You’ll note that we said “positive,” not “peaceful.” With Republicans in charge in the House and DFLers holding the Senate and the governor’s office, contention over the next state budget is guaranteed. But the fights will be over how best to cut taxes and increase spending for Minnesota’s benefit. If leaders of both parties and Gov. Mark Dayton are willing to find room for compromise on their priorities, that’s bound to yield a more pleasing result than did years of Capitol quarrels over whether to raise taxes, cut spending or borrow from the future.
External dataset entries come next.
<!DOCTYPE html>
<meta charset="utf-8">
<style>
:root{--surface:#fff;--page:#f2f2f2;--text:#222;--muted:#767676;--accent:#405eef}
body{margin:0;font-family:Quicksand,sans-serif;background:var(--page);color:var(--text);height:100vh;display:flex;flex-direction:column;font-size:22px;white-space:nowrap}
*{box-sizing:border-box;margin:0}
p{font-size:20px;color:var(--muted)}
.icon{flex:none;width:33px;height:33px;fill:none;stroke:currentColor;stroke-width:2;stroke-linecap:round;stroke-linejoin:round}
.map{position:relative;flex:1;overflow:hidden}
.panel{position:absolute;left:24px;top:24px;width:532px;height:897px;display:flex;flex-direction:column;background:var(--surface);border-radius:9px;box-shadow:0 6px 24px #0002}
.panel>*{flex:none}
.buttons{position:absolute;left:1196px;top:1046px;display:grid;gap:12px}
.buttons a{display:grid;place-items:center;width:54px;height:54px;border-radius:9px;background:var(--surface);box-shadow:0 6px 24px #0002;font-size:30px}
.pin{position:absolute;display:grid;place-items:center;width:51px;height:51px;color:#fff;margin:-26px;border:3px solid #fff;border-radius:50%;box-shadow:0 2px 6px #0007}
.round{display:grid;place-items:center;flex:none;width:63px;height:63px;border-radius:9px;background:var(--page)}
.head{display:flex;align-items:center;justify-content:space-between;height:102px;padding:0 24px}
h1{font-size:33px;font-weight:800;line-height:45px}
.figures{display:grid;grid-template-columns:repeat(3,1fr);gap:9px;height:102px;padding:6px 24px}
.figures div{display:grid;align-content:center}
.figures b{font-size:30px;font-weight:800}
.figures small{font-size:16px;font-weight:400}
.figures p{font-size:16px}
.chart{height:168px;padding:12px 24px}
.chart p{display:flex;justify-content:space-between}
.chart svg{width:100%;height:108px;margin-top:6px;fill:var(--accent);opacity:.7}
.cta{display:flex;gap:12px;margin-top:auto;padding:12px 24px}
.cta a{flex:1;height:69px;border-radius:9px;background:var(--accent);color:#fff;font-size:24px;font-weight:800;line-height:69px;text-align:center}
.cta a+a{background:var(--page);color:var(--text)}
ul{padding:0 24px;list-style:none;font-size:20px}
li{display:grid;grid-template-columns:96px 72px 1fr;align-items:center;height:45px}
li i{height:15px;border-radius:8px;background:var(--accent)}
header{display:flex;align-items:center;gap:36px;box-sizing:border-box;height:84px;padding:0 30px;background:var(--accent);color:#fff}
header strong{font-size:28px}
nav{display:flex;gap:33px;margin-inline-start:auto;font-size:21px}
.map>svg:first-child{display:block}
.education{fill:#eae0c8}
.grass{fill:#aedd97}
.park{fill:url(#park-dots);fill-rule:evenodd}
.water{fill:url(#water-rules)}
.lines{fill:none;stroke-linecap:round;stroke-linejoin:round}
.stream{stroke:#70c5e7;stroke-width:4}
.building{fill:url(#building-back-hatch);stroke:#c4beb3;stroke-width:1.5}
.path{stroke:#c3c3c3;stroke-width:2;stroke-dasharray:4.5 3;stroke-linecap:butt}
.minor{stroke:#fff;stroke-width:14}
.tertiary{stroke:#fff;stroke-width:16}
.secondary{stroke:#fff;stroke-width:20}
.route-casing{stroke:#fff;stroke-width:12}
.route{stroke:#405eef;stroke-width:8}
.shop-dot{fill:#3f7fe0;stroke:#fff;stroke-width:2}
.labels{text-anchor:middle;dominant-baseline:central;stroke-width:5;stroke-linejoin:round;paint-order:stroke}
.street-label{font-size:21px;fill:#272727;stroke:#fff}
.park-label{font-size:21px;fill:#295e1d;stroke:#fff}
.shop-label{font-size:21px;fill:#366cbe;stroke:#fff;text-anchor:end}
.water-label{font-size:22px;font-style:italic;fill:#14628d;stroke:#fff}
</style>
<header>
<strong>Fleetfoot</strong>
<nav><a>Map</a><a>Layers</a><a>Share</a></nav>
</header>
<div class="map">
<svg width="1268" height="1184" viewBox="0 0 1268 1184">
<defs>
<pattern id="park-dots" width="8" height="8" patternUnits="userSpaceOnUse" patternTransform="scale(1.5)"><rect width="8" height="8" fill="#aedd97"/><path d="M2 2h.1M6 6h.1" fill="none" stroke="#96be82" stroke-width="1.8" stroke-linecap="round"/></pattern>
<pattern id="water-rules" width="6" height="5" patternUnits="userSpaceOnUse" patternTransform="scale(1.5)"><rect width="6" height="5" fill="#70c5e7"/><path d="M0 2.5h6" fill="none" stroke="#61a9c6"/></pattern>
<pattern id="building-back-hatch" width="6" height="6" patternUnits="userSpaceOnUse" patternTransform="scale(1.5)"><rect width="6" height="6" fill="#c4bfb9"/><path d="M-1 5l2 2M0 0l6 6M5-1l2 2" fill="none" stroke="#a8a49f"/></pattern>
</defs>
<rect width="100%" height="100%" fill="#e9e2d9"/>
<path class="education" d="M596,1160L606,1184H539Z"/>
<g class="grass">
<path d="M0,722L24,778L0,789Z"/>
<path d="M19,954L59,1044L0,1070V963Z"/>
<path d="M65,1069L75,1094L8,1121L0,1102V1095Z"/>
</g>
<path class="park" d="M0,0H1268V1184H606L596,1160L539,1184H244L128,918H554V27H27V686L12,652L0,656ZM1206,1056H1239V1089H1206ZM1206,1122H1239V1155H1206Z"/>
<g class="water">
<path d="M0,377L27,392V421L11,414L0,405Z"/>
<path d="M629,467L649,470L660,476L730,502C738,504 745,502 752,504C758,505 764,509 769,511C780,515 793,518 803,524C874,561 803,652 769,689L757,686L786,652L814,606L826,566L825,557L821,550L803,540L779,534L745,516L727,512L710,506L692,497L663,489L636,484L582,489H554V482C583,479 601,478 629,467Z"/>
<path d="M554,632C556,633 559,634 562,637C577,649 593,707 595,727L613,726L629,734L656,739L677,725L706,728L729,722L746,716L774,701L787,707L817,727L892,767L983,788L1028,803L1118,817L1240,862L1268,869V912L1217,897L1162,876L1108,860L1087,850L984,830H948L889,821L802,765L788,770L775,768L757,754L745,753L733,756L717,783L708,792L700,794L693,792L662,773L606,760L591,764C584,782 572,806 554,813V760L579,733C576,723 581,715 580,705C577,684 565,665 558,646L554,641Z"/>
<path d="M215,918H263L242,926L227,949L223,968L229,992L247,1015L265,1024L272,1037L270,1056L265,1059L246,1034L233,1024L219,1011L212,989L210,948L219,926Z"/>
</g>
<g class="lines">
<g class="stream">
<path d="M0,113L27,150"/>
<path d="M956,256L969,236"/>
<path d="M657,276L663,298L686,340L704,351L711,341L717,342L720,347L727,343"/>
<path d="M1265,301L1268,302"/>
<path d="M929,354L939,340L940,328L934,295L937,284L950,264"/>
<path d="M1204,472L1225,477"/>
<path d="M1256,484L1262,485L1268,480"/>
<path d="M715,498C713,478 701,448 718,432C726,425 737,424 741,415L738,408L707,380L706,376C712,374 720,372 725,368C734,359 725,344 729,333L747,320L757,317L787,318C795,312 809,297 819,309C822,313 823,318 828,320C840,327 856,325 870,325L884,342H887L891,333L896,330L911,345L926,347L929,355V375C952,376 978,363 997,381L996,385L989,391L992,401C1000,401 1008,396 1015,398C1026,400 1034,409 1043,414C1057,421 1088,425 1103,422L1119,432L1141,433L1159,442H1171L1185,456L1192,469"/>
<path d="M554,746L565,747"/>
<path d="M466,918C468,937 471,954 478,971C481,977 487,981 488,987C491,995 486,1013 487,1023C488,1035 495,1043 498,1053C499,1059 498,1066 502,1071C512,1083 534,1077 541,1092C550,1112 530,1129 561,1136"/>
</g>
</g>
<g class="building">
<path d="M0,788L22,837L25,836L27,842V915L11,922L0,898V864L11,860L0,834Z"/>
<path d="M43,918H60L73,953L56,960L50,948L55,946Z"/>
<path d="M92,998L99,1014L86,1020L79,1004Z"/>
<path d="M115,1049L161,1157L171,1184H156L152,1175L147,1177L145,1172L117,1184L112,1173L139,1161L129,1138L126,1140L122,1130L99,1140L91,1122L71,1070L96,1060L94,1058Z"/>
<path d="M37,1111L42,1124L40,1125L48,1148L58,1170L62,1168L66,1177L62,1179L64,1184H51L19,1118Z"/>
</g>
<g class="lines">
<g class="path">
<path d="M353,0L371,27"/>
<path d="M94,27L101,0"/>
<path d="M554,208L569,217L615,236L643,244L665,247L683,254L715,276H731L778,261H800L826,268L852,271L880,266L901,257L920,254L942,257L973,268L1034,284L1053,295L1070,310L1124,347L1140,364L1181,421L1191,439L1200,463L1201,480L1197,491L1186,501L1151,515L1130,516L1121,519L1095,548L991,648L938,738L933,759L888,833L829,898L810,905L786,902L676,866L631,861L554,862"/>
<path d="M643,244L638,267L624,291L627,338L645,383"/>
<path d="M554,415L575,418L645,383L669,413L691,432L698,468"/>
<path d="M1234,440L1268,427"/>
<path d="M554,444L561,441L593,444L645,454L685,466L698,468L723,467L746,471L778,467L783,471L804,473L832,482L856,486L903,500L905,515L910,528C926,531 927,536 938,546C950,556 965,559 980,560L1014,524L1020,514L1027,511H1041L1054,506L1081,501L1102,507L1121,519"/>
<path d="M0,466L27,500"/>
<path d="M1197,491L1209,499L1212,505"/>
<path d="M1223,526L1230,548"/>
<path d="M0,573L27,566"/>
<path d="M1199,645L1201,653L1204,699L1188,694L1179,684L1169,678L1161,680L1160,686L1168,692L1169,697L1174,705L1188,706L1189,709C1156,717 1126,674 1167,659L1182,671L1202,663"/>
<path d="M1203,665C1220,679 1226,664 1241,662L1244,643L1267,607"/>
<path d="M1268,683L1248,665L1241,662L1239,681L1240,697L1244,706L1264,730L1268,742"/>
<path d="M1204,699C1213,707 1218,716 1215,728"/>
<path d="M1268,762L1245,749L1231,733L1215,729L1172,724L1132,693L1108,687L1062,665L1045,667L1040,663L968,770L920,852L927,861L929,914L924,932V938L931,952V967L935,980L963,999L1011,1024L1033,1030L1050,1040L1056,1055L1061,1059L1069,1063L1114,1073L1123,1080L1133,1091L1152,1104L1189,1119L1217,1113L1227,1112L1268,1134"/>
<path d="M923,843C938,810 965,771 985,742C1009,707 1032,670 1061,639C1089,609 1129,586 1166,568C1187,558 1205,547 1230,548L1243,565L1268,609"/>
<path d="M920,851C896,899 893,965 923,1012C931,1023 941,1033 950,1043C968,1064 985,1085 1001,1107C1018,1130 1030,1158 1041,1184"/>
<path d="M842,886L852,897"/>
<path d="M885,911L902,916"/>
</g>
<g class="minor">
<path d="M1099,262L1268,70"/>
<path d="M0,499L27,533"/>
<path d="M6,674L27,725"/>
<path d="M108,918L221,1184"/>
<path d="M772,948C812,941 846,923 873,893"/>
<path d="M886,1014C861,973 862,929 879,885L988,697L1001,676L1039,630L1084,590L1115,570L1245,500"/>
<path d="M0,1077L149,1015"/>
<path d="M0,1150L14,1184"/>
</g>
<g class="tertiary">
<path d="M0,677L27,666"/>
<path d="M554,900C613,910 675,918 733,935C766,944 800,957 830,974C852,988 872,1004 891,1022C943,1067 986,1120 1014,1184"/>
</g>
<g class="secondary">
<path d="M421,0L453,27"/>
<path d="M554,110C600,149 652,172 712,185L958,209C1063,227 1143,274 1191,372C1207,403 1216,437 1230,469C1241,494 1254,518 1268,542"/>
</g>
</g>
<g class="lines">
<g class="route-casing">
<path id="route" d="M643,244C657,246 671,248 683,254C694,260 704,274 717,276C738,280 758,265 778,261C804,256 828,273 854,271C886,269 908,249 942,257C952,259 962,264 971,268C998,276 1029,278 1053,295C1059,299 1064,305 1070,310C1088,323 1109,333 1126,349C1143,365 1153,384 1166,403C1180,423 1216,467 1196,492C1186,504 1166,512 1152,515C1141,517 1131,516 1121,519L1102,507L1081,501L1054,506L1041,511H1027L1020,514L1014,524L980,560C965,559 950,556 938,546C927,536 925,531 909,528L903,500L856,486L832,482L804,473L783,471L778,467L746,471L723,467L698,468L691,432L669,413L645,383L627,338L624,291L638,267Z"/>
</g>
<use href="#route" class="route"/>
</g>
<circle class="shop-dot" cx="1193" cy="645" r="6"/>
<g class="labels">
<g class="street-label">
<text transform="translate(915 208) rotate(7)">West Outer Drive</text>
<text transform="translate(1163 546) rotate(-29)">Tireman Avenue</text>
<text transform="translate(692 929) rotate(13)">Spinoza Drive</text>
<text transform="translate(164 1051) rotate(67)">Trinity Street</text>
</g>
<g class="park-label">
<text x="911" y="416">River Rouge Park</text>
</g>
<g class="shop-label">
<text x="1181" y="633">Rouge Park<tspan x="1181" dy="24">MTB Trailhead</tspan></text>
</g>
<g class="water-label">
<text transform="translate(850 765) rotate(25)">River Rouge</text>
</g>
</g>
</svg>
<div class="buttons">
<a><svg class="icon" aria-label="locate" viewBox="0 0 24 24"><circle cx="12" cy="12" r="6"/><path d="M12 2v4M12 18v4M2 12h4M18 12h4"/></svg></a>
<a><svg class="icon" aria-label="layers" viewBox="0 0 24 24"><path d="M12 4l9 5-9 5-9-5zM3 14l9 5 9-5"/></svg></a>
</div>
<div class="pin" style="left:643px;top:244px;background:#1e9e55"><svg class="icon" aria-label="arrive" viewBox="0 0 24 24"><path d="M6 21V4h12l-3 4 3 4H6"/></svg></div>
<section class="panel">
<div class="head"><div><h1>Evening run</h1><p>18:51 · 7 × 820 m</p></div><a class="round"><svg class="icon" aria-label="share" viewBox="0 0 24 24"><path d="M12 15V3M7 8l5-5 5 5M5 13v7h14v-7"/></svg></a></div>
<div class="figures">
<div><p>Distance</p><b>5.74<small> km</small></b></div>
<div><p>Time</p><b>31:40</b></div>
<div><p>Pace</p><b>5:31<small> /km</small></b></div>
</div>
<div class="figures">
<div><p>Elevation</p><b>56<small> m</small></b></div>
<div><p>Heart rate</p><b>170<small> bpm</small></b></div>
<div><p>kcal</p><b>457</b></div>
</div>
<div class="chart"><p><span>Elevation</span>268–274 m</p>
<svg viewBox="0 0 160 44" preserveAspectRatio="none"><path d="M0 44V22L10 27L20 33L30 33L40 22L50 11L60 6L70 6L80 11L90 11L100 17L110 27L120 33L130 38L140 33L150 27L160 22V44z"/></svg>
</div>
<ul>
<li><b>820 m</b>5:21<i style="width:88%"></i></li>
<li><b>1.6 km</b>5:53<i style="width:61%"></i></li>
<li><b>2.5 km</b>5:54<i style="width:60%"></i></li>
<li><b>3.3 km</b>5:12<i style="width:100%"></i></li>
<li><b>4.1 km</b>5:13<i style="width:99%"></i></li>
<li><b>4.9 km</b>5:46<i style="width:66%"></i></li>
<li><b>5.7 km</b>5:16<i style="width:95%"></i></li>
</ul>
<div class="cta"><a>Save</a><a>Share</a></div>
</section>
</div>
The challenge for lawmakers in the two and a half months remaining in the 2015 session will be to not only please today’s Minnesotans, but also to act in the best interest of their children and grandchildren. Lawmakers will do well to budget for the long-term. Setting the table for the future is a primary purpose of state government. Legislators will be tempted to produce quick tax cuts and/or spending surges. But if they do so at the expense of long-term investments in human capital and infrastructure, they will shortchange Minnesota’s future.
Dayton is positioning himself to be a force for the future in the budget debate that now begins in earnest. He said Friday that he’ll update his 2016-17 budget proposal to double down on education. He’ll put $238 million more on the table for preschool expansion and add $152.5 million to his higher ed request — enough, he said, to keep tuition at state colleges and universities flat for another two years. (The Minnesota State Colleges and University System, omitted from his earlier budget because of a dispute between the faculty and the chancellor, is now back in, through what Dayton called a “leap of faith.”)
The governor also voiced willingness to spend more in other areas. Dayton’s initial proposal was stingy with several other state services that have not yet recovered from recession-era cuts. Assistance for vulnerable people — the frail elderly and the disabled, impoverished and endangered children, and mental illness sufferers — deserves serious consideration.
While some Republican legislators have attached their names to bills that increase such spending, GOP legislative leaders indicated Friday that their top priority for the newfound state surplus will be tax reduction. Their preference, said House Speaker Kurt Daudt, is for general rather than targeted tax relief. It’s the same thinking that sent modest “Jesse checks” (named for then-Gov. Jesse Ventura) far and wide, just before the 2000 election. A better idea would be tax relief more targeted at spurring job growth and innovation where it’s needed most.
Republicans on Friday also doubled down on an earlier position: With the general fund surplus this large, they said, there’s no need for a higher gas tax that Dayton favors, which is dedicated to the state highway trust fund. Rather, they’ll seek to direct some of the general fund surplus to highway purposes.
For Minnesotans trying to cope with inadequate transportation infrastructure, that’s good news and bad news. It’s good that lawmakers are set to debate not whether to spend more on transportation, but how and how much. But it’s unfortunate that they begin that debate with such drastically differing notions — and that GOP notions do not appear to include either improvements in transit or the long-term, steady stream of funds that the dedicated gas tax produces.
In the next six weeks, the House and Senate majorities will need to convert Friday’s rhetoric into concrete proposals that they can take to conference committees in late April. For legislators, these will be weeks loaded with pressure to spread the surplus far and wide, in ways that voters will notice by Nov. 8, 2016. We hope these are also weeks when voters implore lawmakers to look ahead to 2026, 2036 and beyond.